Of course, replacing ‘jobs space’ with the field you really wish to dominate.
It would be awesome if a few Gaps readers could team up and work together to help each other promote their finished niche-focused offerings.
Just don’t forget this: The content you’re selling has to more than worth the time it saves someone to come up with their own ideas and pay their own writers.
People will be able to do what you’re offering for less, so make sure they save a lot of time (both in creativity and creation) by going to you first.
To get my message across properly, let me give an example.
Let’s say I’m looking for content for a client who has a website about personal finance and we’re looking to promote something that has the chance to go viral and pick up links.
I want to go to your site and see at a minimum:
- The headline for the article.
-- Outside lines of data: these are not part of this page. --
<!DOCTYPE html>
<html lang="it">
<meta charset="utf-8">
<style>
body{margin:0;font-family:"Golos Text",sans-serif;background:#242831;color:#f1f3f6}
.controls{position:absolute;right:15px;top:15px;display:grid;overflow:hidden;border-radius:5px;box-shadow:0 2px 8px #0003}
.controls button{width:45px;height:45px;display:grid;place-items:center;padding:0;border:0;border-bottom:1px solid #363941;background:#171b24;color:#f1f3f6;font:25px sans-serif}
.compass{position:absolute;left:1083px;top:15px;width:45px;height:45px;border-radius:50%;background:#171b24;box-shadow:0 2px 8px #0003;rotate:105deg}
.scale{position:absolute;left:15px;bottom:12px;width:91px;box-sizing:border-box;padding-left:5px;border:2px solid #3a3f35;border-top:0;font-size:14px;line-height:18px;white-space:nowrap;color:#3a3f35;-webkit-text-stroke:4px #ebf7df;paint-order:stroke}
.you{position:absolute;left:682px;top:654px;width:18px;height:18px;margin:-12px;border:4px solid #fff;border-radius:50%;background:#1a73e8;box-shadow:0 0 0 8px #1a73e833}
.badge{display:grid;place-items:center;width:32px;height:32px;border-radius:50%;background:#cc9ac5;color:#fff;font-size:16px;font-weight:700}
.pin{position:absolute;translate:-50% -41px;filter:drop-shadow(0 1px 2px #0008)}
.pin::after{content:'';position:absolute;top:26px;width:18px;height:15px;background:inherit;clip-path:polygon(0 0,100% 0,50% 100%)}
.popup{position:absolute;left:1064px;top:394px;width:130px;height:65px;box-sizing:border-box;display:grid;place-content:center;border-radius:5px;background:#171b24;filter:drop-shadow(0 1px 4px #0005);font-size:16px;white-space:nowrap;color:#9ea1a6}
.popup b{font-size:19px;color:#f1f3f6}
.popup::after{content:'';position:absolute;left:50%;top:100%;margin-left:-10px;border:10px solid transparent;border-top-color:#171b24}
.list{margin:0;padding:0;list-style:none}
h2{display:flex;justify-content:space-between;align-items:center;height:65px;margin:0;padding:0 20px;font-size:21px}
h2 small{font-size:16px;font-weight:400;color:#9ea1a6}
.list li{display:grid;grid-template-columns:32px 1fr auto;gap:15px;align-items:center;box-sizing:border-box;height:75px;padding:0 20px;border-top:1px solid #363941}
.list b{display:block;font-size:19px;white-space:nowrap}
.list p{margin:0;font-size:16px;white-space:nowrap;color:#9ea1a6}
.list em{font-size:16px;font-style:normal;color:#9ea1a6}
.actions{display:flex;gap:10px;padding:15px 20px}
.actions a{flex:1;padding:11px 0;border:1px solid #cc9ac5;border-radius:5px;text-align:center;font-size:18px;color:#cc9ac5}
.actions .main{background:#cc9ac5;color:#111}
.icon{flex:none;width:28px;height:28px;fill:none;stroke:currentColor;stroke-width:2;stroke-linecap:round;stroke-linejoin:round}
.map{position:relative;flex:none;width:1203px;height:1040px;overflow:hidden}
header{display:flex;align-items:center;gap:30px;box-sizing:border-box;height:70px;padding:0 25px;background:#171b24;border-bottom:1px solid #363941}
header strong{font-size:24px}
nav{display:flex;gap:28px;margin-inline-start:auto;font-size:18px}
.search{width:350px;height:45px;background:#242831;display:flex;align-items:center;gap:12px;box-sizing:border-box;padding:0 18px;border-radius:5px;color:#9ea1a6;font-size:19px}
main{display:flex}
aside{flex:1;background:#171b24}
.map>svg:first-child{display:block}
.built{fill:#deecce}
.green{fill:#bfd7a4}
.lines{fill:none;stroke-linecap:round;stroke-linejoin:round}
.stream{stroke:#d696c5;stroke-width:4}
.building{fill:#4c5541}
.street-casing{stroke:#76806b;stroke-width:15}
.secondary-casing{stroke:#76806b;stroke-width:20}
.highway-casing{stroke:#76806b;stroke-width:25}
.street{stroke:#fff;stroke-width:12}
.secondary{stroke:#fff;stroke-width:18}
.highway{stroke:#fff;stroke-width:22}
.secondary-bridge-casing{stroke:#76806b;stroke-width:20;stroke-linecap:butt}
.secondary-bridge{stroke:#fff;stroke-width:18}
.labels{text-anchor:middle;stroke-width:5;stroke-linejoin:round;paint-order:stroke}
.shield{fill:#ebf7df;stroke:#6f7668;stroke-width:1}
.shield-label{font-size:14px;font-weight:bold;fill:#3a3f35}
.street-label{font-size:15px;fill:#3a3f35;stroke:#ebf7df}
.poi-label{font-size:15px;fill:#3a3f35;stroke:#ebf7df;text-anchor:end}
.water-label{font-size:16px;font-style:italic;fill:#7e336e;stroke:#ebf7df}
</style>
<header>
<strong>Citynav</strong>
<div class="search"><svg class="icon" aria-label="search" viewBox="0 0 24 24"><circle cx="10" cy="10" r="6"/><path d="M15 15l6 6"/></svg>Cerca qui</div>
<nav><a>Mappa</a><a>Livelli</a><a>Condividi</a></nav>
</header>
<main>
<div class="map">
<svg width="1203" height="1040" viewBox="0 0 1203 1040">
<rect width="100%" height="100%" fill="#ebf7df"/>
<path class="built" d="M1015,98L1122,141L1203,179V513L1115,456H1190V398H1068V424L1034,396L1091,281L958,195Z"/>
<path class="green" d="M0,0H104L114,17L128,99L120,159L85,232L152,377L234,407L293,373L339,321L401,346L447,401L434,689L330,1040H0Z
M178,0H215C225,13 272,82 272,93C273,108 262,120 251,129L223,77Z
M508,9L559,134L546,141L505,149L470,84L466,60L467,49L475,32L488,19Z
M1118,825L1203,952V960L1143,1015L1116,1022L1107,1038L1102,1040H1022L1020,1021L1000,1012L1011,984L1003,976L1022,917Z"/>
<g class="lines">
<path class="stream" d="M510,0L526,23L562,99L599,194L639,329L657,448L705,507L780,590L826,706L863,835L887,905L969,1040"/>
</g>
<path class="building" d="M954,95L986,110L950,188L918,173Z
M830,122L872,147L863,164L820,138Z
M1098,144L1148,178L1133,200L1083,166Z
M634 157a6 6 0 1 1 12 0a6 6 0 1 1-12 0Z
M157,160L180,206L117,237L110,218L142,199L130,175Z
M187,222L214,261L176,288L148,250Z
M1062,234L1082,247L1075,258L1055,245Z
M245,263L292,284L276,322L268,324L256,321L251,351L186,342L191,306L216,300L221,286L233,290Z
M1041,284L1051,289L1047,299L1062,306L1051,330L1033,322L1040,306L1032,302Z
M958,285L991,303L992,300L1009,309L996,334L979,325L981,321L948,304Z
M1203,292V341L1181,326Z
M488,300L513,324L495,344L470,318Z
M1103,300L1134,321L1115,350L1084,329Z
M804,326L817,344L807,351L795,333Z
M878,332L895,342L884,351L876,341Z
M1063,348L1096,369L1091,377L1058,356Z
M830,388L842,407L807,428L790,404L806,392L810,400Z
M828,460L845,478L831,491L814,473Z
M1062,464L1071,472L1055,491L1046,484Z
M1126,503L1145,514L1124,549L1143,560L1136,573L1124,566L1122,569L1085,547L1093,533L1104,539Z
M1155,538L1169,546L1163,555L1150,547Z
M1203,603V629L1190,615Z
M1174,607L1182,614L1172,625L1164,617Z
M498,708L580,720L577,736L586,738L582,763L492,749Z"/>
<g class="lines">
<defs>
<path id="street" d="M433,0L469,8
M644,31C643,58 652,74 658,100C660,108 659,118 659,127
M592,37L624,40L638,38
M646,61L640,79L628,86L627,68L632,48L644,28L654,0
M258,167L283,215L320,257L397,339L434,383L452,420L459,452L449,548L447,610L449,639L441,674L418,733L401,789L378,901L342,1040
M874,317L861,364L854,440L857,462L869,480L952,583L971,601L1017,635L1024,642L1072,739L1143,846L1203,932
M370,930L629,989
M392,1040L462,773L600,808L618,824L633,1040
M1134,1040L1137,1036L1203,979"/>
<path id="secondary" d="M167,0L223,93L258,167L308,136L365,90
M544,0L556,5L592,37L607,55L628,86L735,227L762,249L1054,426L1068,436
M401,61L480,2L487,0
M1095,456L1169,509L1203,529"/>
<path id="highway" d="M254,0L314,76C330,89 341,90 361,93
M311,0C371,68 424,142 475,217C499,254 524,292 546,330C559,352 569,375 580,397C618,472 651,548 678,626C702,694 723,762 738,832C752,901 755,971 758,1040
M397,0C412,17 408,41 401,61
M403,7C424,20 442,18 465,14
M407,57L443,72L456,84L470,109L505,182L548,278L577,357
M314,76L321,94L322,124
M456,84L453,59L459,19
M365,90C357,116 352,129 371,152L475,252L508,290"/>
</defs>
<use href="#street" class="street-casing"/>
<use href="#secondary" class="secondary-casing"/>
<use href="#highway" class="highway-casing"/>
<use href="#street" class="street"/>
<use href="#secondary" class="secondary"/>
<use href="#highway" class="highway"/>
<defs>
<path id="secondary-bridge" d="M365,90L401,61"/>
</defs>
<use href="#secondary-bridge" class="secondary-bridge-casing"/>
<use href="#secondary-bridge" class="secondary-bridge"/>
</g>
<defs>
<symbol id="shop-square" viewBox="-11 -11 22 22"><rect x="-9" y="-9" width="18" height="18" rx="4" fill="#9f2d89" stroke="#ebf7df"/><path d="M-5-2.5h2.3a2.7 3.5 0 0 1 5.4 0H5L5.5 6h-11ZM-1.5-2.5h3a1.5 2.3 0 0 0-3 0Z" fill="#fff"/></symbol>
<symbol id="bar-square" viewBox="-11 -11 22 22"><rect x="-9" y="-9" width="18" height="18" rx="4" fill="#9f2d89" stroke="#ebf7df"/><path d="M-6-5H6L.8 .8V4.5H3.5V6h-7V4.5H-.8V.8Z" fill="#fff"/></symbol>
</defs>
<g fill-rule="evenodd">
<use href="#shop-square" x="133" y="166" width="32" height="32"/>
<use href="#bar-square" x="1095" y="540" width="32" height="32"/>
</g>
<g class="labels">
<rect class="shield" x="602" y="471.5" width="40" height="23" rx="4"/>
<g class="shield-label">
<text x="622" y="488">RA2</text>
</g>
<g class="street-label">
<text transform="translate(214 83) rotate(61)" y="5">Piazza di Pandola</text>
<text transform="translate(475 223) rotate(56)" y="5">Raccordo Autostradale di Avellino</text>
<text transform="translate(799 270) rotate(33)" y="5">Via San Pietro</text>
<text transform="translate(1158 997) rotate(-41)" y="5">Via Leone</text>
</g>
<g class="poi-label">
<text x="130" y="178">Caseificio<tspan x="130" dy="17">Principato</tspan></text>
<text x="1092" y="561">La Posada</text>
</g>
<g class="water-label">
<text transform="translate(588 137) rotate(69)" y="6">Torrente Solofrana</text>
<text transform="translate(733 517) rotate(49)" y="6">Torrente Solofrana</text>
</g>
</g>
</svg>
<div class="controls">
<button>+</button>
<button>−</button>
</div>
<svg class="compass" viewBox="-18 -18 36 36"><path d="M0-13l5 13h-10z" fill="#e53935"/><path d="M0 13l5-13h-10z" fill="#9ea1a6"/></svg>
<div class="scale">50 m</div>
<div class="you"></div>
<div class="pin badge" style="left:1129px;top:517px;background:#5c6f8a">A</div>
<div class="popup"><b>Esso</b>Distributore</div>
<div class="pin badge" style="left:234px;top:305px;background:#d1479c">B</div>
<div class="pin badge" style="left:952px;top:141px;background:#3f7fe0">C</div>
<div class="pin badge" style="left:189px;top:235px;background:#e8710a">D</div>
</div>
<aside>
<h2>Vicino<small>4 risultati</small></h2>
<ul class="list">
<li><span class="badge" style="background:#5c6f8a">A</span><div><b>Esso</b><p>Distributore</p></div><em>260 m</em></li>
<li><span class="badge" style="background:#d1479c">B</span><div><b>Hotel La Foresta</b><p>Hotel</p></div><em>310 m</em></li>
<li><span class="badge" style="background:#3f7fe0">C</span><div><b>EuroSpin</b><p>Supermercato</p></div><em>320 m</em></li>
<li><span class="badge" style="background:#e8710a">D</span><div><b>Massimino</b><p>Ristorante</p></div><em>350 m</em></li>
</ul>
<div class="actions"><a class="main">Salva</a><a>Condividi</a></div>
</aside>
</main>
No ‘5 steps to financial freedom’ but something creative and original.
- How long the article is and how many images are included
- The audience demographic that would most be interested in the piece
- Success stories of similar pieces of content (again, Detailed is great for this)
- Who wrote the article and what their connections are to the space
- Insights on what makes the article “special” (exclusive interviews, curated quotes, survey results, etc.)
- Sample images you’ve included in the piece from the likes of Unsplash
- How much it’s going to cost me
There’s so much more I want to know than just the headline and the price that every other marketplace fails to share.
I really hope there are a few people who see as much potential in this idea as I do.
I’m happy to facilitate connections for you with other Gaps readers if you want to collaborate on marketing ideas, but only after you’ve actually built something.
Build it. Finish it. Send me an email, and I’ll let you know who else did the same.
I have a lot of incredible business opportunities to share here on Gaps over the next few months, but I’m the most excited about the earnings potential with this one.